Collected data entries
Content starts
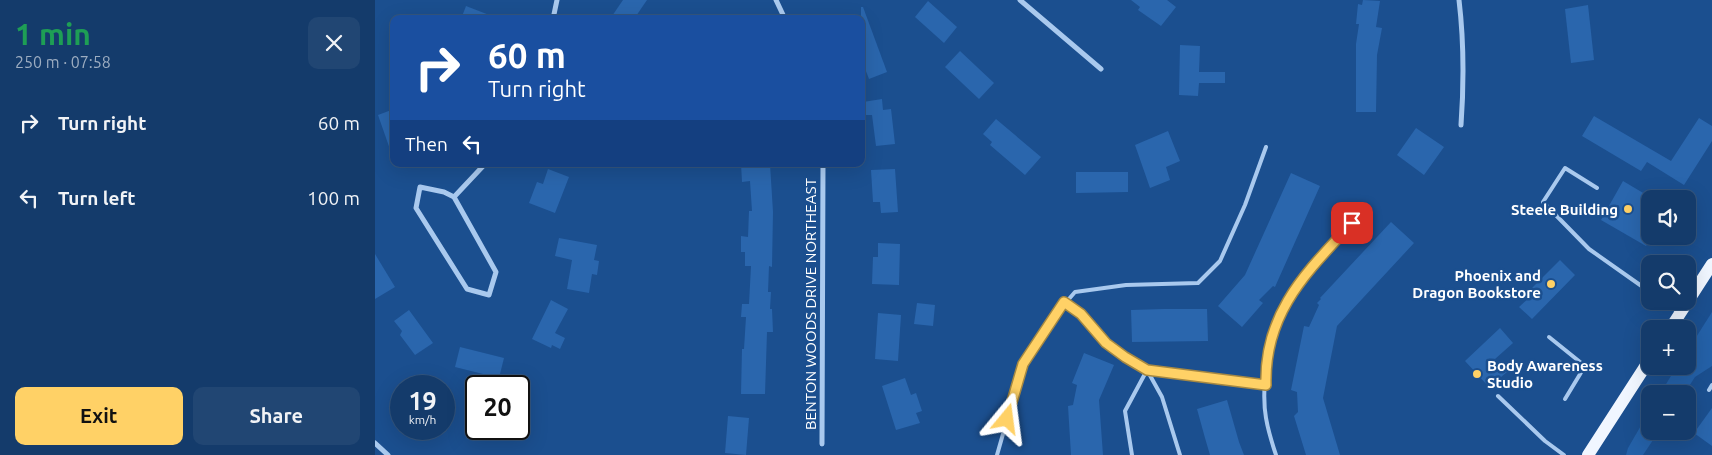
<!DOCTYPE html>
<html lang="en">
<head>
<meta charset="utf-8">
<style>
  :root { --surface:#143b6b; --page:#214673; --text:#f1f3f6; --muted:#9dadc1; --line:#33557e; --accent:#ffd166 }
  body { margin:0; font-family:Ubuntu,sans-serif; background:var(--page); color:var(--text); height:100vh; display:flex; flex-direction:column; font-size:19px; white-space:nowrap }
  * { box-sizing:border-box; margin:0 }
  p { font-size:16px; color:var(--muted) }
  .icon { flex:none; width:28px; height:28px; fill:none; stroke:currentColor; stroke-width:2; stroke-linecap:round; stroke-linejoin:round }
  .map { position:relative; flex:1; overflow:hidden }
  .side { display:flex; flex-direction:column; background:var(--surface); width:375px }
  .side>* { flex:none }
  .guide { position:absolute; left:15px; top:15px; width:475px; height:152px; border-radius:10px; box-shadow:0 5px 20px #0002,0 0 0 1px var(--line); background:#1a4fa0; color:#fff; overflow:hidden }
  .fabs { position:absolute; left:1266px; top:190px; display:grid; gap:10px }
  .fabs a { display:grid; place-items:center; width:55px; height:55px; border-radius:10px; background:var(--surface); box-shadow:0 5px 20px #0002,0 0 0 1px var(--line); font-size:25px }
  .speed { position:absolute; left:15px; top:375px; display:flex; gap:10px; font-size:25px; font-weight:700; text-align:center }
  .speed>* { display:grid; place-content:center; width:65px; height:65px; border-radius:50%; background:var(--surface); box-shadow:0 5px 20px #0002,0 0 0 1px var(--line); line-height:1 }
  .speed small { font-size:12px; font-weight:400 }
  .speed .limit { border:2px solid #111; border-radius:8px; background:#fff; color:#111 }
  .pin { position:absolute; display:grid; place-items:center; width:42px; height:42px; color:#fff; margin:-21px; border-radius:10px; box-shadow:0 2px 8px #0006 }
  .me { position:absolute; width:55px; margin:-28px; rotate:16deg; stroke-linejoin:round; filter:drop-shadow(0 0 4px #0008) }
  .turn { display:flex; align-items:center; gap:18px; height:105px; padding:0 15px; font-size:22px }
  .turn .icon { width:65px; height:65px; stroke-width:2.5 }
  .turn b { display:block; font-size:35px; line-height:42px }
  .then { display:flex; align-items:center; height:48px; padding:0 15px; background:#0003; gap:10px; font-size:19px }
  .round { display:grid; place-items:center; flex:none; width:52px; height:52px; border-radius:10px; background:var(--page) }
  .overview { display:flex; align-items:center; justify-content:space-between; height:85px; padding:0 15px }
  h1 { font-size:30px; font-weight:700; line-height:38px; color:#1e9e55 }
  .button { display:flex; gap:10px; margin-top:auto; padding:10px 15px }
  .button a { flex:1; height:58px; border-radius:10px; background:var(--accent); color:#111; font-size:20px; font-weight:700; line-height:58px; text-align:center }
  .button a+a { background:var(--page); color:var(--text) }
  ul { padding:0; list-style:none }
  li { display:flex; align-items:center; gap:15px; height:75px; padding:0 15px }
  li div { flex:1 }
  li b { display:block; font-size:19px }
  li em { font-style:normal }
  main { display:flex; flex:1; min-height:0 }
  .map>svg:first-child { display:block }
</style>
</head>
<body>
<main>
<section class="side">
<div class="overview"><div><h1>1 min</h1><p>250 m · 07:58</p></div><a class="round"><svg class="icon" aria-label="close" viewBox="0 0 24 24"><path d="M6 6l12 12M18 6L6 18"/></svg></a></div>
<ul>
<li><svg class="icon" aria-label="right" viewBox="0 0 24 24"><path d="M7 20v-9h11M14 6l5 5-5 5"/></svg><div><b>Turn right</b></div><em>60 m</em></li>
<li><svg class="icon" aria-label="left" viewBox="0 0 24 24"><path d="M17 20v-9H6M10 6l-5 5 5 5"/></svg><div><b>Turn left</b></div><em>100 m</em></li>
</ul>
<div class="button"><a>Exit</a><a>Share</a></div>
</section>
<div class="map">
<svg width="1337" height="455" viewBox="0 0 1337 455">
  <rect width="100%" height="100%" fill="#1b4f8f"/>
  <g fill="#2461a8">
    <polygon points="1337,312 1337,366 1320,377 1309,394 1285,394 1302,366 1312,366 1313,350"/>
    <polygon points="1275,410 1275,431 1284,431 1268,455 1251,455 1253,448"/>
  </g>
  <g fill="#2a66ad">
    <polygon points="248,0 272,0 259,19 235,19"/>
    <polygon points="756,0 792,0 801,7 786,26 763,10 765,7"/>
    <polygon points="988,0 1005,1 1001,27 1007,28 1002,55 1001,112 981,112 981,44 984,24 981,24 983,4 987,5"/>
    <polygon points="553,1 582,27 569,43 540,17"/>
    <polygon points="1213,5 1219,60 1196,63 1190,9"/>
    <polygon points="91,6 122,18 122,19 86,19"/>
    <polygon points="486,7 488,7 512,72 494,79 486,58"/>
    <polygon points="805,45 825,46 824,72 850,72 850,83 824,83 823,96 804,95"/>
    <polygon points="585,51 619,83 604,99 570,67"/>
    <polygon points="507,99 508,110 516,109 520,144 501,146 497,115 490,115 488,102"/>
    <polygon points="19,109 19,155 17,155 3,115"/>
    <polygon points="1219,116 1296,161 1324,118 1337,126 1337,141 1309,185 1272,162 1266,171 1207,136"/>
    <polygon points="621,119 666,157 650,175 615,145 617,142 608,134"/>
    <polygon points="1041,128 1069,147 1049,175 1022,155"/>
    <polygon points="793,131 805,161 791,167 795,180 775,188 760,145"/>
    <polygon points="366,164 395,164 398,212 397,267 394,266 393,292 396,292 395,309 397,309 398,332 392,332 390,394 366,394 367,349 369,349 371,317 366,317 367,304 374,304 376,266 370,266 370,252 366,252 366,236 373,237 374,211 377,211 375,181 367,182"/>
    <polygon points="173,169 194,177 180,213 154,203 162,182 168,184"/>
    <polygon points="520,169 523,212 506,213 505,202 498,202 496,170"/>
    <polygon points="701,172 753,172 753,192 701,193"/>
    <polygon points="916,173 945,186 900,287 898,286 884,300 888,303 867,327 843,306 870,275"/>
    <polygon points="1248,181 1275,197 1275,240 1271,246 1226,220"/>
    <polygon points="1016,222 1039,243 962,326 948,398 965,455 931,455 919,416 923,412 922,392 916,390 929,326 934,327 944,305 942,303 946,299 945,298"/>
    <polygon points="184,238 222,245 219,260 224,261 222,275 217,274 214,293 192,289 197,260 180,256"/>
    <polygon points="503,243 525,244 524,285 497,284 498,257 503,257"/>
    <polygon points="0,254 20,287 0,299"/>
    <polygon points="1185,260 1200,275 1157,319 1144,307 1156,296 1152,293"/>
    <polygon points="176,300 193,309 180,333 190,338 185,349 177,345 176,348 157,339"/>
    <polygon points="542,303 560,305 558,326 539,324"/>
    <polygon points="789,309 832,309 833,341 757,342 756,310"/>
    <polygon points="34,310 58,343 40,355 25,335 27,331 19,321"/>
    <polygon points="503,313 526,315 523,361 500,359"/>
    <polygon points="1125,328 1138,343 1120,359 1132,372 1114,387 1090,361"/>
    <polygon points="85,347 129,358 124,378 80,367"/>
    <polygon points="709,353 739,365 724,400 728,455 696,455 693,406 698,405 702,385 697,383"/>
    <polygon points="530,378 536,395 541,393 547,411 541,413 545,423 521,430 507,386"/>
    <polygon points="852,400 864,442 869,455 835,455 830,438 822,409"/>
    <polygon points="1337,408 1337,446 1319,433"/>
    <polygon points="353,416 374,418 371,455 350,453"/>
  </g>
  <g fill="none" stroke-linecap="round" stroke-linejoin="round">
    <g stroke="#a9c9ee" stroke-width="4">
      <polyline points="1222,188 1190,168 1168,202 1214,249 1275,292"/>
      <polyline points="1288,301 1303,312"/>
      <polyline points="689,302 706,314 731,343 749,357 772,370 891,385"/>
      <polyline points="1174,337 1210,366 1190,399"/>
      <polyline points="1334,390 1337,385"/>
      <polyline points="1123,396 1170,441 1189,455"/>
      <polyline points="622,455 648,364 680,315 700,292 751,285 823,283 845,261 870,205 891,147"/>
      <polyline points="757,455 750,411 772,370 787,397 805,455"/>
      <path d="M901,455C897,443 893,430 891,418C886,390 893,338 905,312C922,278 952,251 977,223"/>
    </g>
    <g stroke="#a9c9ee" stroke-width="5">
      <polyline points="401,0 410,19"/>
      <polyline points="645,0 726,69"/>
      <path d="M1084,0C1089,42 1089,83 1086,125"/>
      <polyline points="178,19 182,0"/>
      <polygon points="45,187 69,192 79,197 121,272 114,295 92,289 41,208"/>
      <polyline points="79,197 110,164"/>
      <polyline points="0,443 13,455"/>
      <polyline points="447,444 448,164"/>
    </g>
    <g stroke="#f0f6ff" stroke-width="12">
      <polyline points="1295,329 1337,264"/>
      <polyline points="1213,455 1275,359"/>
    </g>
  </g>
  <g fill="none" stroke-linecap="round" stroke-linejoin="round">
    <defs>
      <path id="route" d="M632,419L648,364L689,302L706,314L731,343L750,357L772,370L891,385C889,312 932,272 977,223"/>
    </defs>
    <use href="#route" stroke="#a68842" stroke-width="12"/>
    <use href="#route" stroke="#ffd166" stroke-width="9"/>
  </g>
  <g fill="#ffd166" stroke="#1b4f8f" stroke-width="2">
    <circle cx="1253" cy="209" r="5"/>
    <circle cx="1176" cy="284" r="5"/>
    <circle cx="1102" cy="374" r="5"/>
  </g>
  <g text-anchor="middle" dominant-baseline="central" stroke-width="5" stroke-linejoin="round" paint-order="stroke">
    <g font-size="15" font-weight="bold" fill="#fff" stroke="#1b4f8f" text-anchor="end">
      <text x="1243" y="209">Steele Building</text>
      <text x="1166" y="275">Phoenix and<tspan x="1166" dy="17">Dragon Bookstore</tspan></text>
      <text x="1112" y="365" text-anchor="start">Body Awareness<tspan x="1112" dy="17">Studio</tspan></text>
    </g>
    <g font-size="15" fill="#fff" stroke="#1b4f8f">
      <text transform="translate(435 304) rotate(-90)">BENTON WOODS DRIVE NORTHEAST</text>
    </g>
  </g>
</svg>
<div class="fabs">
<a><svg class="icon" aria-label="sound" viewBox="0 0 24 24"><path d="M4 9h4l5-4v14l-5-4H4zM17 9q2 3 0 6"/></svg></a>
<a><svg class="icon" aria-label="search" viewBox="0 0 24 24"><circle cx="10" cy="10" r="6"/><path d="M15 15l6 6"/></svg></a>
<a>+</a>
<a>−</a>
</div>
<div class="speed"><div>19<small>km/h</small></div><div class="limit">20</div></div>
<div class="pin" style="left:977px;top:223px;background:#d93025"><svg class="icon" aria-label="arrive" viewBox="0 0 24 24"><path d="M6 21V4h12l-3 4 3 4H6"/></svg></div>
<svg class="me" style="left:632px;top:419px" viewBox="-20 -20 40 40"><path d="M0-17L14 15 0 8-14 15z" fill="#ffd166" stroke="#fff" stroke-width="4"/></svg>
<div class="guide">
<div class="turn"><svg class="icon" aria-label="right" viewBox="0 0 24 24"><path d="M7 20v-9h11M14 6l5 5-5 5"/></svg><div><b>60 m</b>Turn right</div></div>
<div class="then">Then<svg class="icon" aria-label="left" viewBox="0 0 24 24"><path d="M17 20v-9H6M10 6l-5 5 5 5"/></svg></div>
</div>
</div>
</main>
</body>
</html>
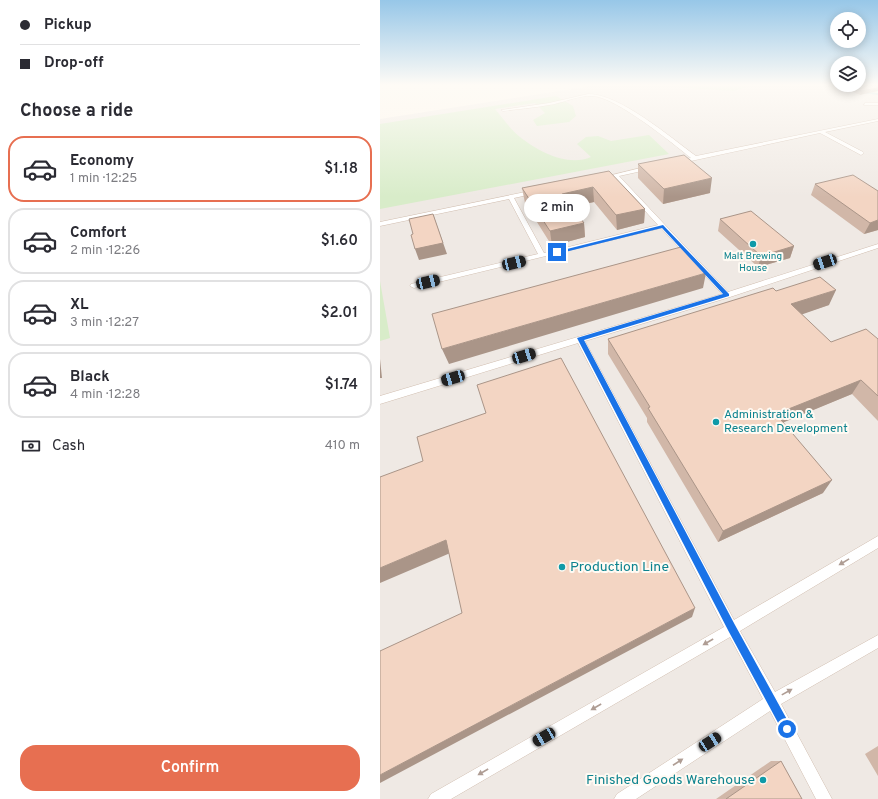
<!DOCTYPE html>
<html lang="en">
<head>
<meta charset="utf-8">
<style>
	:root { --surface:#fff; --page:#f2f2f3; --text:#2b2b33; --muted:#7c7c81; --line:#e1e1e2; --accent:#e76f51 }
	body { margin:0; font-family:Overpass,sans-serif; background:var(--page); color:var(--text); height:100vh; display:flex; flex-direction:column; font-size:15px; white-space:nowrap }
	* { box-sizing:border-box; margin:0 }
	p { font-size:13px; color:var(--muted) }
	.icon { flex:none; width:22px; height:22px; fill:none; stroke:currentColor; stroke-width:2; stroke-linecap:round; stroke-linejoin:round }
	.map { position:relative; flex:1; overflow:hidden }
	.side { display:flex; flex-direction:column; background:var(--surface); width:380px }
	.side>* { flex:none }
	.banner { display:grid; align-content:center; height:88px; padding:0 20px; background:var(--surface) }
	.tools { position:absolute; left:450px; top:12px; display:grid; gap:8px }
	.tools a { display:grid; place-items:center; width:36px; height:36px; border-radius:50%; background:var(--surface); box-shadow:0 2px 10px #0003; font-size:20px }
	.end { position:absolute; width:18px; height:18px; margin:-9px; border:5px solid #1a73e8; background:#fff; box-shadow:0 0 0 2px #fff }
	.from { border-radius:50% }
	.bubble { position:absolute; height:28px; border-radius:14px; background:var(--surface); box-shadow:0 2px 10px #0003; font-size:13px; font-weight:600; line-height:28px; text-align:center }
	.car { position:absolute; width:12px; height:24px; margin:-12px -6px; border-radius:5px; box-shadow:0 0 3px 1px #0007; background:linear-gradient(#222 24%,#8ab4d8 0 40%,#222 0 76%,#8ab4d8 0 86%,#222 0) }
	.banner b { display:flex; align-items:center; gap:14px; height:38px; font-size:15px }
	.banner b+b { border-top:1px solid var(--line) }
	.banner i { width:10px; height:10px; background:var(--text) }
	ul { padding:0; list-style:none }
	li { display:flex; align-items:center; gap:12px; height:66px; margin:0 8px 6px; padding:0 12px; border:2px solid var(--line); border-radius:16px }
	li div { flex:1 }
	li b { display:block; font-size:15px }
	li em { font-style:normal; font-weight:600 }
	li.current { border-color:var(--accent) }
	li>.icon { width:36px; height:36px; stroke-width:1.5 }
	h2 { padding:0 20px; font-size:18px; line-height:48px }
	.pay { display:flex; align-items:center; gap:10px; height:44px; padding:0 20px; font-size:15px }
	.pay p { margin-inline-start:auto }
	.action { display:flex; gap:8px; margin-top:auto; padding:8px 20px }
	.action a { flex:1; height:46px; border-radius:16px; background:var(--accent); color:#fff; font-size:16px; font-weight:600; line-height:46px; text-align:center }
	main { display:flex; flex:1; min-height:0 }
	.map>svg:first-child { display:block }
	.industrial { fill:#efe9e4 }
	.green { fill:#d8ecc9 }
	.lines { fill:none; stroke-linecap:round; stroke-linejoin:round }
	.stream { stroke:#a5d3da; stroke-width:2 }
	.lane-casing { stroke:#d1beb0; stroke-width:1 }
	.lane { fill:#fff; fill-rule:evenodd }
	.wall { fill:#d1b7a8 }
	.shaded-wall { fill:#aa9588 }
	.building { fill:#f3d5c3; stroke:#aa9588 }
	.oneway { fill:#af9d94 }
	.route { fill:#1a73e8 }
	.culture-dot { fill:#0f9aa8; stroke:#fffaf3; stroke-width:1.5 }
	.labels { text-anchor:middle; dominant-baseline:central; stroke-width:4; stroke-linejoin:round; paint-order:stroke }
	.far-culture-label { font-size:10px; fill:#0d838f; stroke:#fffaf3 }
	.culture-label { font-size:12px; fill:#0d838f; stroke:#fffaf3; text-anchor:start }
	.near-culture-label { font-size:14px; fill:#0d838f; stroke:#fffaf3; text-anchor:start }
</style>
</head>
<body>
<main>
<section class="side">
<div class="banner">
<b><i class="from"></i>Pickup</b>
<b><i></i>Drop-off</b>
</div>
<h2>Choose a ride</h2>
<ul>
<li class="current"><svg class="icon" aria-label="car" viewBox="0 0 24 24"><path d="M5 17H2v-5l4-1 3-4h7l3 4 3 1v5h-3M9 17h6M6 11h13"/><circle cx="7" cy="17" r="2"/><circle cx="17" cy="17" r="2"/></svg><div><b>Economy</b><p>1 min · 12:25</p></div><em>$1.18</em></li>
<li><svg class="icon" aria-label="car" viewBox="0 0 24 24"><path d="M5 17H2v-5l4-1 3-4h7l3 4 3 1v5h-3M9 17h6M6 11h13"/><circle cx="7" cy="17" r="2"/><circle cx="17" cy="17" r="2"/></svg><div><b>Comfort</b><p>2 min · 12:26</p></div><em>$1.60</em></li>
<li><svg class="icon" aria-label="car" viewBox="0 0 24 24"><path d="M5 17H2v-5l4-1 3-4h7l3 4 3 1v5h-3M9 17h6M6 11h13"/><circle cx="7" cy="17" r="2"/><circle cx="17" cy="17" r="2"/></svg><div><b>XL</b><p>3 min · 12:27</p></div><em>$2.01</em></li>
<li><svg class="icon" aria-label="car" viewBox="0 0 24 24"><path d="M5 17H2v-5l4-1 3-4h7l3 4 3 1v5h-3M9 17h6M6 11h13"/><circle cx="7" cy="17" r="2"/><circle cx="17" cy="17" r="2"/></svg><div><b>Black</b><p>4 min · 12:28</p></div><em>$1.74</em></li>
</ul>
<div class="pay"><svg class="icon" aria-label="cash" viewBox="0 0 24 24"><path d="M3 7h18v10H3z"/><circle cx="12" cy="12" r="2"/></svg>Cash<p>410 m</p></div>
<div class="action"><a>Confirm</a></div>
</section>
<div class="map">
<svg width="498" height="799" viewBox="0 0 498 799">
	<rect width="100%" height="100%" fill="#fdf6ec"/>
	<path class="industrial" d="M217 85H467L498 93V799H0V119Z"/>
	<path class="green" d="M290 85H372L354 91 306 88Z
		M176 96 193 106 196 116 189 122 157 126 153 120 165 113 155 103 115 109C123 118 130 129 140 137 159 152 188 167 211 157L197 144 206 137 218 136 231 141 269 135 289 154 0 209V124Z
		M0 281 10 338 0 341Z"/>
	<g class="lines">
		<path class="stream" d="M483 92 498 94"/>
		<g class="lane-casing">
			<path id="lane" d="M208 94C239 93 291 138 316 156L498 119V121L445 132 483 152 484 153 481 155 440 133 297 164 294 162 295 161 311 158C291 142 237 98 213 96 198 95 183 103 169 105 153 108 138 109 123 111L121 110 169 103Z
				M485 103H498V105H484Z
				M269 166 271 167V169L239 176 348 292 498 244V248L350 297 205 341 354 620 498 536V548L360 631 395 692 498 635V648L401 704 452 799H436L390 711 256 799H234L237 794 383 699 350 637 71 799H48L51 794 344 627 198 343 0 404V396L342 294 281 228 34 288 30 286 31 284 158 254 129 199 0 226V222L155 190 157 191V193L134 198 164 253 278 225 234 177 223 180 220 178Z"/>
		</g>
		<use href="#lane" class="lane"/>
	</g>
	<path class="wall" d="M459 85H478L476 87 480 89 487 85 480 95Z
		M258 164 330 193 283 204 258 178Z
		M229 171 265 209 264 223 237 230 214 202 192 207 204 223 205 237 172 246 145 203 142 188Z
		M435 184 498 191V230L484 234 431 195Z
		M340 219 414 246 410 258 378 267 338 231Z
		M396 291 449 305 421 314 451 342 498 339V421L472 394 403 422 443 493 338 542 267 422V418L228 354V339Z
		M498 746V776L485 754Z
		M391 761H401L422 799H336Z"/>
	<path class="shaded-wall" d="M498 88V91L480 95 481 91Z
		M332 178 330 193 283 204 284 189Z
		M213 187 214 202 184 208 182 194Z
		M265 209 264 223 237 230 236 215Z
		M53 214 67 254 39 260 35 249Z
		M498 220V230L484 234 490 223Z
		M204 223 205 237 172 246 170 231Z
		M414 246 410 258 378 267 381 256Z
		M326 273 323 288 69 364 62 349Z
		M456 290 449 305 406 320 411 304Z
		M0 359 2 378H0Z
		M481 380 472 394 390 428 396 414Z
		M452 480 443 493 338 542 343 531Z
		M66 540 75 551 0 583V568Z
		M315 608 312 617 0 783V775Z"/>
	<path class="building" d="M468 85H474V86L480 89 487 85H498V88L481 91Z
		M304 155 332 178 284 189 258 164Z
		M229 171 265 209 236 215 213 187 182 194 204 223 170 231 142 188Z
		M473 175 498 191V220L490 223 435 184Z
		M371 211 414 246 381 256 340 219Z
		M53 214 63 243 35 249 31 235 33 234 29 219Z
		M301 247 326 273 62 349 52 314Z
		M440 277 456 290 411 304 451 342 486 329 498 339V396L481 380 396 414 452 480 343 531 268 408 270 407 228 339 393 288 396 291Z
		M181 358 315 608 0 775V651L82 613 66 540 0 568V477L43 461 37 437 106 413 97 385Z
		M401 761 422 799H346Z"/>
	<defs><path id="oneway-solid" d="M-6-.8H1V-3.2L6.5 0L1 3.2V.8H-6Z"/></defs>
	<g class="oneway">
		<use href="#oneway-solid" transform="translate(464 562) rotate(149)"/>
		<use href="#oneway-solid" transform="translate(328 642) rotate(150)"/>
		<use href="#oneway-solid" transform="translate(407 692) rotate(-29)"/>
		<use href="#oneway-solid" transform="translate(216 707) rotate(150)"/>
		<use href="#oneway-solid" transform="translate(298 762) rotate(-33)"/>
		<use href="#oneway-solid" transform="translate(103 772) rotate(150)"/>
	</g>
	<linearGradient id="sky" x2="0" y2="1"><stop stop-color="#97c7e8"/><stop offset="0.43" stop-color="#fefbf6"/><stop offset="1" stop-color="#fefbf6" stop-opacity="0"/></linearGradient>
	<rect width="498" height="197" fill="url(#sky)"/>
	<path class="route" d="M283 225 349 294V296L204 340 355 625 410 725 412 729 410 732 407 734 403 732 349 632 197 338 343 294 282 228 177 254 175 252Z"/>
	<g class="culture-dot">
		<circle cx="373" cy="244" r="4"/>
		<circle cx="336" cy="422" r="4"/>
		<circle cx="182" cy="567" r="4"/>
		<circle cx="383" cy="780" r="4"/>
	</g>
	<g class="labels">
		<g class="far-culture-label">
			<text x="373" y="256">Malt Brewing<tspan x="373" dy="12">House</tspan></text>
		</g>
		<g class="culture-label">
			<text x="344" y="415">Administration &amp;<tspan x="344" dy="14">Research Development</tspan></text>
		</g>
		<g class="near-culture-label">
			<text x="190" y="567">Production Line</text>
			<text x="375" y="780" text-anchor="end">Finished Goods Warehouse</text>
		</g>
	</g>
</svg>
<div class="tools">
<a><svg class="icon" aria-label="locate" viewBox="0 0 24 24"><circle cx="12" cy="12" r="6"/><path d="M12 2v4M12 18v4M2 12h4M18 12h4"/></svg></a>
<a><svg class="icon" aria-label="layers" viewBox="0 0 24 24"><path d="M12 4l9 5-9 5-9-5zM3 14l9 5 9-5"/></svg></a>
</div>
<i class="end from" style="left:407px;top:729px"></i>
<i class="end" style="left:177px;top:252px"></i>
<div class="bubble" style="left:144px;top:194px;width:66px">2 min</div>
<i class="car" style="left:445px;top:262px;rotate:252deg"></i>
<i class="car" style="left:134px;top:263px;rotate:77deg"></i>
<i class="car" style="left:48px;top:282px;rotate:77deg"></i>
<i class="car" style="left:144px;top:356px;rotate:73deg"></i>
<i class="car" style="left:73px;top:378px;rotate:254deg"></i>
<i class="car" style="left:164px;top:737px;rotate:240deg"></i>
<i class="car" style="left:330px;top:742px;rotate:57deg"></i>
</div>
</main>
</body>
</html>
Content ends
DIRECTIONS => If a line contains the word "tools", it counts; say how many such lines there are in the data above, and nothing else.

ANSWER BELOW => 3